_Problem_
Pictures excluded, return the lines below from the first through the line holding "flex:none; width:55px; height:55px;".

_Dataset content_
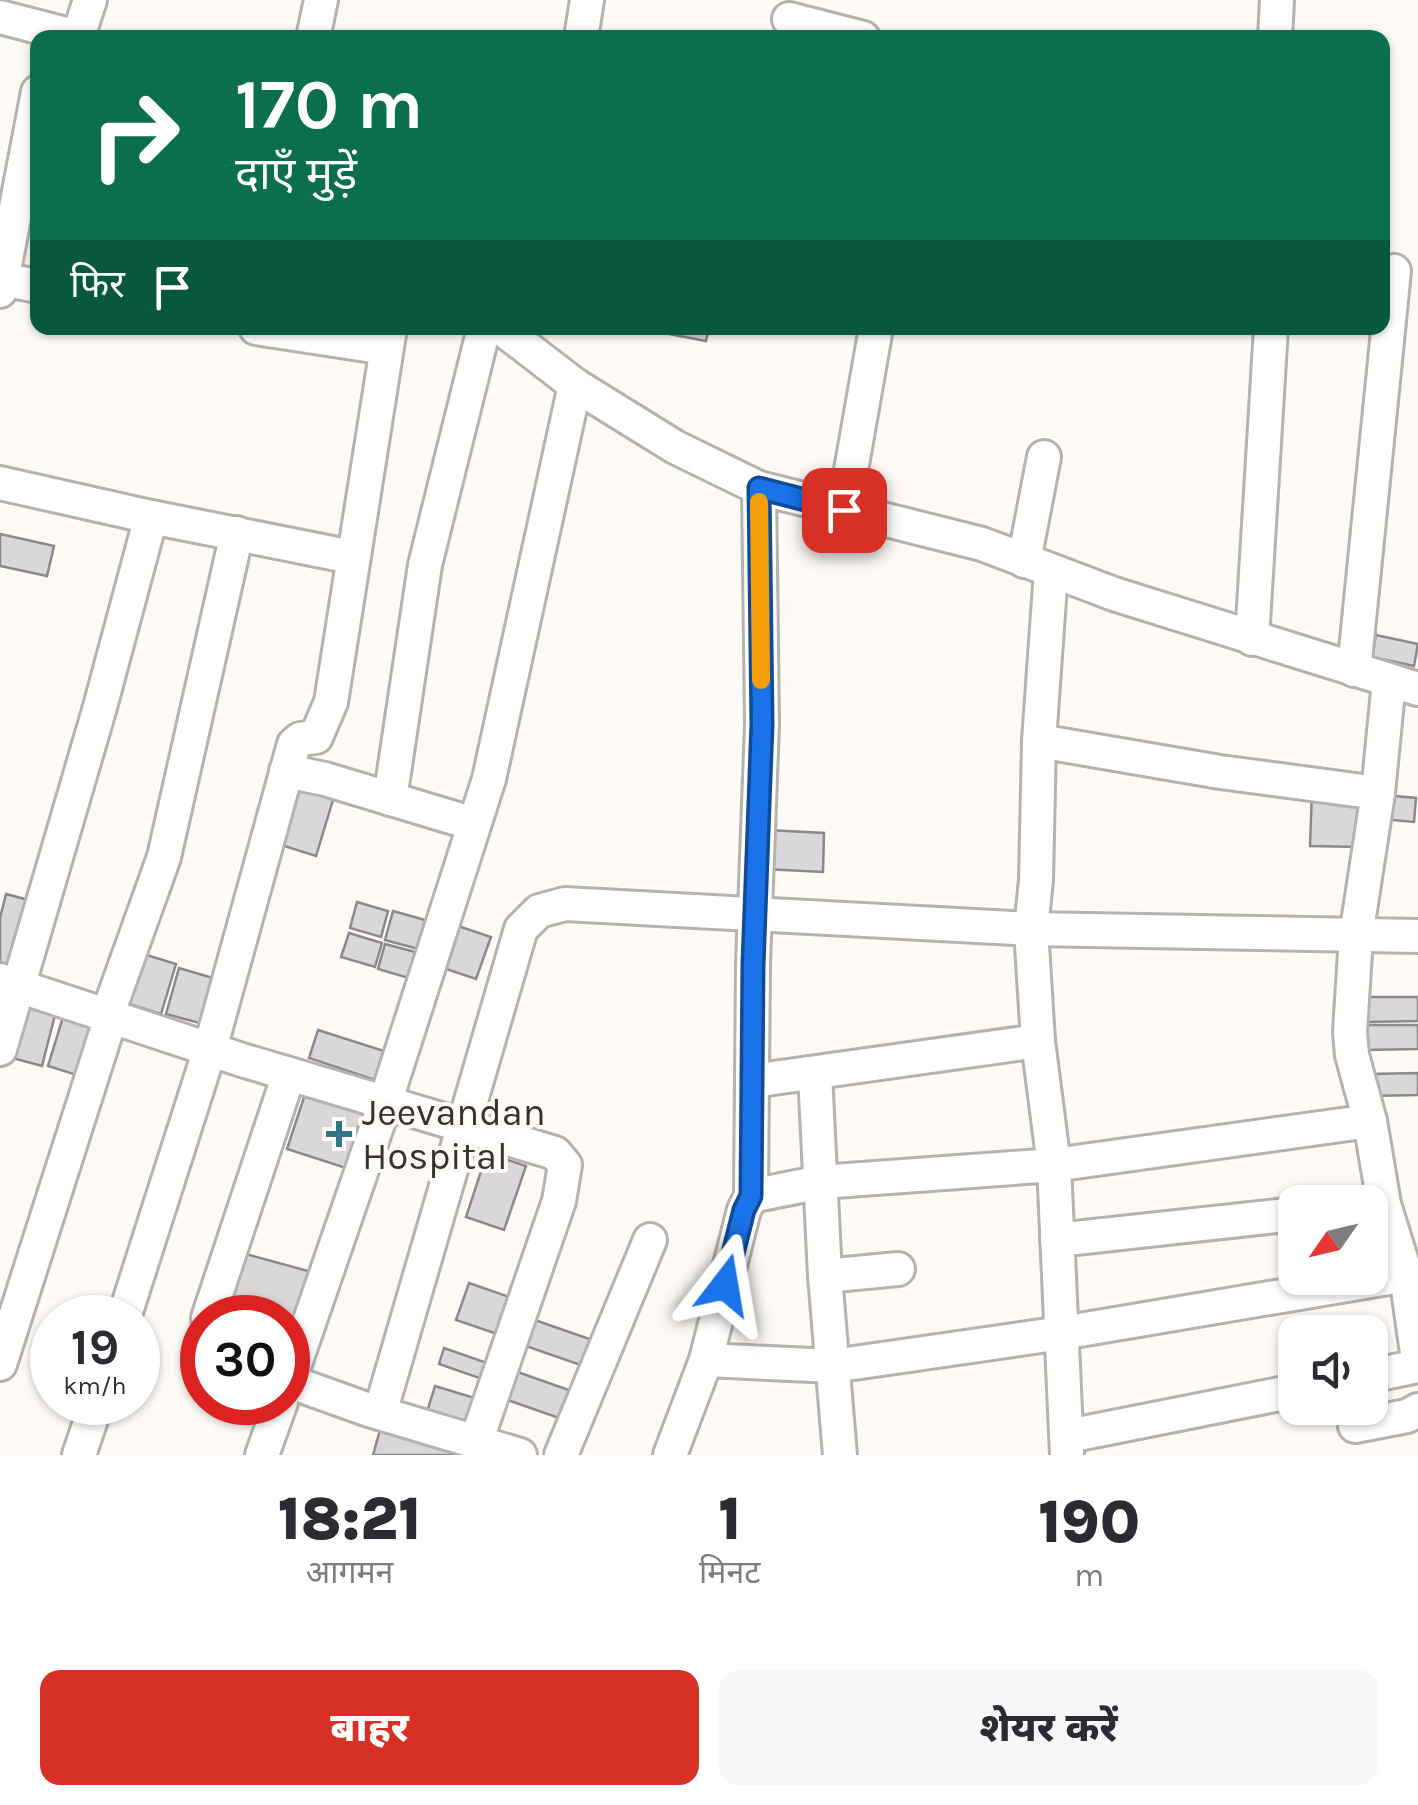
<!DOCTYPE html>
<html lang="hi">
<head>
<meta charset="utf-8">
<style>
	body { margin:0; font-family:Karla,"Noto Sans Devanagari",sans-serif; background:#f7f7f7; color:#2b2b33; height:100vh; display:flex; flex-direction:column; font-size:38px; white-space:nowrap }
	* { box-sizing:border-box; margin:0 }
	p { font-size:32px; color:#7c7c81 }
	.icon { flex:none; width:55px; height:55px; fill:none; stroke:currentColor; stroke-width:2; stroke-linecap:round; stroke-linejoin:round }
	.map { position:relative; height:1455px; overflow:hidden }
	.side { display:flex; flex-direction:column; background:#fff; flex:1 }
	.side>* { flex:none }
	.banner { position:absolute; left:30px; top:30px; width:1360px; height:305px; border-radius:20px; box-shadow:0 2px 8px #0004; background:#0b6e4f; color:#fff; overflow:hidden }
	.needle { width:65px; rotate:236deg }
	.controls { position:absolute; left:1278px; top:1185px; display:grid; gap:20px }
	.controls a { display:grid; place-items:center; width:110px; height:110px; border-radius:20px; background:#fff; box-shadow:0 2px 8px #0004; font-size:50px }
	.speed { position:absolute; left:30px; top:1295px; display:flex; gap:20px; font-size:50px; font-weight:700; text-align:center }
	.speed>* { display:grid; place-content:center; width:130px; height:130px; border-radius:50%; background:#fff; box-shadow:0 2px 8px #0004; line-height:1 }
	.speed small { font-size:25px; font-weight:400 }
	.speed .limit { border:15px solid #d22; background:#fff; color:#111 }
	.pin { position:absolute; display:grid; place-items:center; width:85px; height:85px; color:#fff; margin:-42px; border-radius:20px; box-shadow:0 5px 15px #0006 }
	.me { position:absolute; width:110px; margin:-55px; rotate:14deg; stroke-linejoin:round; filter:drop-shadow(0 0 8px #0008) }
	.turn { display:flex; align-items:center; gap:35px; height:210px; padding:0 40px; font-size:45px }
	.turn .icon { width:130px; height:130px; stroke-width:2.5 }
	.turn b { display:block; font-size:70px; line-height:85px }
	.then { display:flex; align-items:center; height:95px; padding:0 40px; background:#0003; gap:20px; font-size:38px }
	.eta { display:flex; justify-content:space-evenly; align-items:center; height:170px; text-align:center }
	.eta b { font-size:60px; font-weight:800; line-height:70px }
	.action { display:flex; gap:20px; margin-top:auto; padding:20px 40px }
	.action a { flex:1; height:115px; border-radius:20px; background:#d93025; color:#fff; font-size:40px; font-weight:800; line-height:115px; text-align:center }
	.action a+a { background:#f7f7f7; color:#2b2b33 }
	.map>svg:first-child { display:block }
</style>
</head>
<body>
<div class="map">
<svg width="1418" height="1455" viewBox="0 0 1418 1455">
	<rect width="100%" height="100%" fill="#fefbf7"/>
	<g fill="#dad7da" stroke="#8c898c" stroke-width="2.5">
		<polygon points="653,328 709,328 706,341 653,331"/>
		<polygon points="0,534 54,546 47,576 0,566"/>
		<polygon points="1376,635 1418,644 1414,666 1372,657"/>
		<polygon points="301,780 336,790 316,856 281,845"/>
		<polygon points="1312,790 1360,792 1359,847 1310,846"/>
		<polygon points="1384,795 1416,798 1414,822 1382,819"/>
		<polygon points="767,830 824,833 823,872 764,869"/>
		<polygon points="6,894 36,902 19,967 0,962 0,918"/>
		<polygon points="357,902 388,911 381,937 350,928"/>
		<polygon points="393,911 425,920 418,949 385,940"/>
		<polygon points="455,925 491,937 476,979 440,967"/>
		<polygon points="349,933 382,943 375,967 341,957"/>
		<polygon points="385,944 419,953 412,979 378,969"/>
		<polygon points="137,952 176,964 161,1014 123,1002"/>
		<polygon points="179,968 220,980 207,1025 166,1014"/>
		<polygon points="1367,997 1418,997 1418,1021 1367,1022"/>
		<polygon points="24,1001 56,1011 42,1066 9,1057"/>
		<polygon points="64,1014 102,1026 86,1078 48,1066"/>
		<polygon points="1364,1025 1418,1025 1418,1049 1364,1050"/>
		<polygon points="318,1030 384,1051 375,1080 309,1058"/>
		<polygon points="1418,1073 1418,1095 1369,1096 1369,1074"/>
		<polygon points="306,1091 371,1112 352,1170 287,1149"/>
		<polygon points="487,1153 526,1166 504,1230 466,1217"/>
		<polygon points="242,1253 319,1274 306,1323 229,1301"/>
		<polygon points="469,1283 515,1299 503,1336 456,1320"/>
		<polygon points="529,1318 601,1343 592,1369 520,1344"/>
		<polygon points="444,1348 487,1363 482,1379 439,1364"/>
		<polygon points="509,1369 583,1395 573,1423 499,1397"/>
		<polygon points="435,1386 478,1399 469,1426 427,1412"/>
		<polygon points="380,1430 458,1450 456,1455 373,1455"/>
	</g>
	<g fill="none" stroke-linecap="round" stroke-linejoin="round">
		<defs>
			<g id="street">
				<polyline points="0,17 81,38"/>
				<polyline points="789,19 863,38"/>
				<polyline points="78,37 90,0"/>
				<polyline points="313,38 321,0"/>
				<polyline points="581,38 587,0"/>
				<polyline points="1275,38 1277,0"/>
				<polyline points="0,279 38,286"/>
				<polyline points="0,291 38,92"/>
				<polyline points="256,328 386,348"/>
				<polyline points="501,328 575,385 675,447 759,488 982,544 1114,594 1418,689"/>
				<polyline points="0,483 151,517 352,557"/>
				<polyline points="844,510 876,328"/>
				<polyline points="1024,561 1044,457"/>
				<polyline points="1051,571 1039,741 1036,880 1031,929 1038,1041 1054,1165 1067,1455"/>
				<polyline points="1252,639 1271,328"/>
				<polyline points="1354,670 1394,271"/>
				<polyline points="1389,681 1378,793 1356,936 1350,1032 1352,1055 1370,1121 1384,1204 1406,1275 1418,1360"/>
				<polyline points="1039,741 1220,772 1378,793"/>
				<polyline points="286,771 325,779 474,824"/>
				<polyline points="390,799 425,565 484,328"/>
				<polyline points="0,980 242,1060 555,1153 565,1165 559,1201 476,1442"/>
				<polyline points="107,1016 164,857 237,533"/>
				<polyline points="0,1049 100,707 151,517"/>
				<polyline points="815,1073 825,1276 840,1455"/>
				<polyline points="752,1081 1038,1041"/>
				<polyline points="751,1196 821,1182 1054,1165 1370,1121"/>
				<polyline points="1057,1240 1295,1214"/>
				<polyline points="825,1276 898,1269"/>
				<polyline points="124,1318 210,1049 294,744 300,739 316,737 331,702 390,328"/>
				<polyline points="208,1318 289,1074"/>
				<polyline points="706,1360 833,1366 1062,1333 1406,1275"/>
				<polyline points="0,1364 111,1017"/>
				<polyline points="1370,1376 1418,1366"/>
				<polyline points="288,1381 369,1410 520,1455"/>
				<polyline points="288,1384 385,1103 489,779 575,385"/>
				<polyline points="380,1413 521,929 539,911 565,904 1031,929 1418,936"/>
				<polyline points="1355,1426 1407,1416 1418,1410"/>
				<polyline points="1068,1436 1295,1391"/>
				<polyline points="79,1455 97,1402"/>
				<polyline points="262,1455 281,1402"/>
				<polyline points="561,1455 650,1240"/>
				<polyline points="670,1455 706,1360 744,1210 751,1196 753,964 762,724 759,488"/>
			</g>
		</defs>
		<use href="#street" stroke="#b6b3af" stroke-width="38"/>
		<use href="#street" stroke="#fff" stroke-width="32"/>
	</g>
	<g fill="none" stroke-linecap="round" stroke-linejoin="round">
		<defs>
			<polyline id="route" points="725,1285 744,1210 751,1196 753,964 762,724 759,488 844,510"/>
		</defs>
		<use href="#route" stroke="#114b97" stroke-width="25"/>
		<use href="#route" stroke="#1a73e8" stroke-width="18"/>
		<polyline stroke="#f59e0b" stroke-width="18" points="759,502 761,680"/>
	</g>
	<path fill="#337587" stroke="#fefbf7" stroke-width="4" d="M334 1119h10v10h10v10h-10v10h-10v-10h-10v-10h10z"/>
	<g text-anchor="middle" stroke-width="8" stroke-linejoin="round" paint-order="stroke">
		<g font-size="38" fill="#343331" stroke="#fefbf7" text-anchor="start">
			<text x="362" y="1125">Jeevandan<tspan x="362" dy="44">Hospital</tspan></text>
		</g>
	</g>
</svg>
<div class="controls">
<a><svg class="needle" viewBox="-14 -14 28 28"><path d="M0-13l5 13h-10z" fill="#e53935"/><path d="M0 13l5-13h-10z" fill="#7c7c81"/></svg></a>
<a><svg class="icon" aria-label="sound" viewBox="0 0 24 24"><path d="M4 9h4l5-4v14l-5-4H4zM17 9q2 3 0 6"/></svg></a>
</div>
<div class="speed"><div>19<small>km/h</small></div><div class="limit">30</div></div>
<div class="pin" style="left:844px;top:510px;background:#d93025"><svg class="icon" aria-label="arrive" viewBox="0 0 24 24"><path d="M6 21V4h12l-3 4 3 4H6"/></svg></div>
<svg class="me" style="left:725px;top:1285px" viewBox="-20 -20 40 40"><path d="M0-17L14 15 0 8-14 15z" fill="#1a73e8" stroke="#fff" stroke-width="4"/></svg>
<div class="banner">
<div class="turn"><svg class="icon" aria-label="right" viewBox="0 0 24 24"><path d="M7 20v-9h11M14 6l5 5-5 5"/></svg><div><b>170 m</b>दाएँ मुड़ें</div></div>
<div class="then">फिर<svg class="icon" aria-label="arrive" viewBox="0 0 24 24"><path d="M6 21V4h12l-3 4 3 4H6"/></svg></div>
</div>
</div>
<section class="side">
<div class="eta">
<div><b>18:21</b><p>आगमन</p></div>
<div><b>1</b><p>मिनट</p></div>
<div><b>190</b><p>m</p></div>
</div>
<div class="action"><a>बाहर</a><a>शेयर करें</a></div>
</section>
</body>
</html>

_Your solution_
<!DOCTYPE html>
<html lang="hi">
<head>
<meta charset="utf-8">
<style>
	body { margin:0; font-family:Karla,"Noto Sans Devanagari",sans-serif; background:#f7f7f7; color:#2b2b33; height:100vh; display:flex; flex-direction:column; font-size:38px; white-space:nowrap }
	* { box-sizing:border-box; margin:0 }
	p { font-size:32px; color:#7c7c81 }
	.icon { flex:none; width:55px; height:55px; fill:none; stroke:currentColor; stroke-width:2; stroke-linecap:round; stroke-linejoin:round }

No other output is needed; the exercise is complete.